I'm unsure "reset" are handled correctly (so dyn->sew should be taken from dyn->insts[reset].sew)? Appart from that, it looks good.

ksco commented 2 months ago

Not sure what’s “reset”, and when we need to do reset?

ksco commented 2 months ago

Okay, I think you're referring to the insts[reset_n]: if there is a "reset" instruction for current insts[ninst], we need to stop being smart and always generate a vsetvli instruction, right?

ptitSeb commented 2 months ago

Okay, I think you're referring to the insts[reset_n]: if there is a "reset" instruction for current insts[ninst], we need to stop being smart and always generate a vsetvli instruction, right?

Not really. I mean, if reset_n == -2 then yes, but for other value, it's different.

It's handled in void fpu_reset_cache(dynarec_rv64_t* dyn, int ninst, int reset_n) from the rv64_dynarec_helper.c file, and it's used in the blocks 85-105 in dynarec_native_pass.c

This is to handle non-linear execution flow...

ksco commented 2 months ago

I understand we need this for fpu cache management, but for sew (which is simpler), why do we need to care about reset? Can you give an example?

ptitSeb commented 2 months ago

I understand we need this for fpu cache management, but for sew (which is simpler), why do we need to care about reset? Can you give an example?

It's a non-minear execution flow.... That means the intruction predecesser is NOT the previous opcode. See something like this:

xxxx JZ 1f
xxxx something
xxxx JMP 2b
1f: something else

in 1f, the flow is not linear, and the execution comes from the JZ 1f, and so, all current state needs to be reset from there, and not from the previous opcode.

ksco commented 2 months ago

But we did the sew change at JZ 1f, before the jump, in CacheTransform. So when the execution flow reached 1f, the SEW state was good.
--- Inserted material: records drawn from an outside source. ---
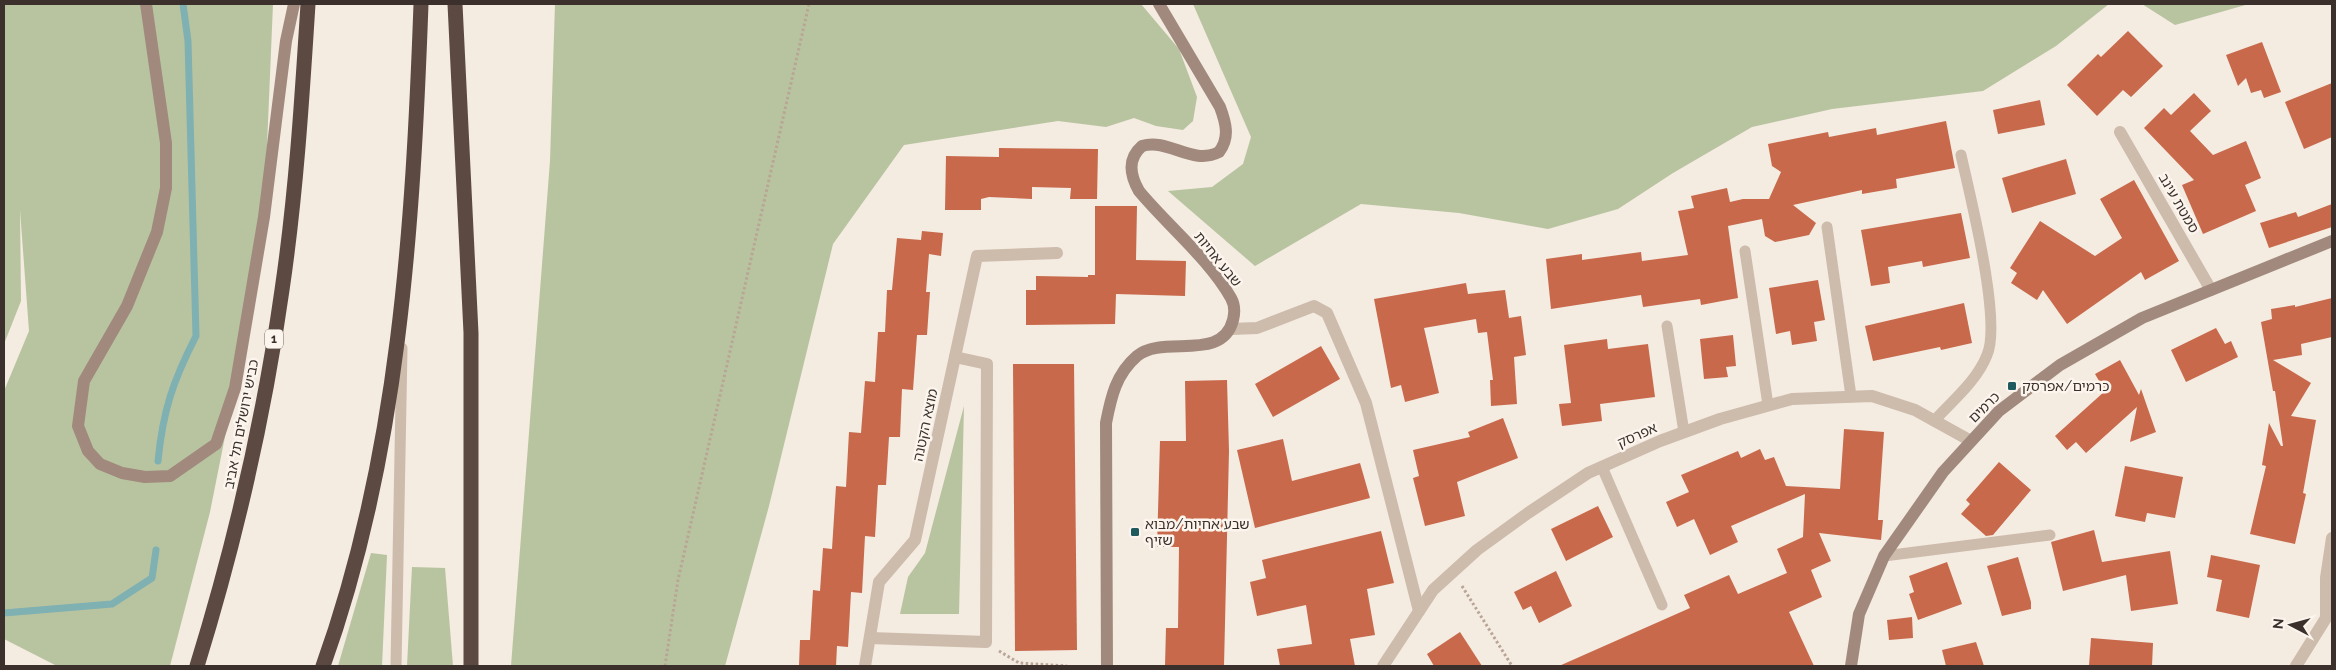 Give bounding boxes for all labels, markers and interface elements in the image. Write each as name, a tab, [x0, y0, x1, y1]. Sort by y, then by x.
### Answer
street label: סמטת עינב	[2156, 170, 2202, 236]
street label: שבע אחיות	[1191, 228, 1245, 290]
road number: 1	[265, 329, 283, 348]
street label: כביש ירושלים תל אביב	[221, 358, 261, 490]
place label: כרמים/אפרסק	[2022, 378, 2109, 394]
marker: כרמים/אפרסק	[2006, 380, 2018, 392]
street label: מוצא הקטנה	[909, 387, 941, 463]
street label: כרמים	[1965, 388, 2003, 426]
street label: אפרסק	[1615, 419, 1660, 451]
place label: שבע אחיות/מבוא שזיף	[1145, 516, 1250, 548]
marker: שבע אחיות/מבוא שזיף	[1129, 526, 1141, 538]
north arrow	[2266, 600, 2316, 650]
text: N	[2270, 617, 2287, 630]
ptitSeb commented 2 months ago

But we did the sew change at JZ 1f, before the jump, in CacheTransform. So when the execution flow reached 1f, the SEW state was good.

Not really. You need to think of it on the multiple passes. This is a look into the future... because 1f is a jump forward, so you need a previous pass to set the correct values.

You can just reset to nothing, no mater what, but it's a missed optimisation oportunity to do so, that the reset_n scheme is there to solve.

ksco commented 2 months ago

OK, so

for reset_n == -2, just gave up and reset it no matter what (I guess -2 is mapped to BARRIER_FULL where the predecessors are too complex for optimizing?)
for reset_n >= 0, do sew = insts[reset_n].sew in pass0 and do sew = insts[ninst].sew in other passes.

ptitSeb commented 2 months ago

reset == -2 is also used for CALLRET optimisation, to be sure the return opcode doesn't have any optimisation left.

For the other case, copy what the ARM64 backend is doing:

    #if STEP > 1
    // for STEP 2 & 3, just need to refrest with current, and undo the changes (push & swap)
    dyn->n = dyn->insts[ninst].n;
    dyn->ymm_zero = dyn->insts[ninst].ymm0_in;
    neoncacheUnwind(&dyn->n);
    #else
    dyn->n = dyn->insts[reset_n].n;
    dyn->ymm_zero = dyn->insts[reset_n].ymm0_out;
    #endif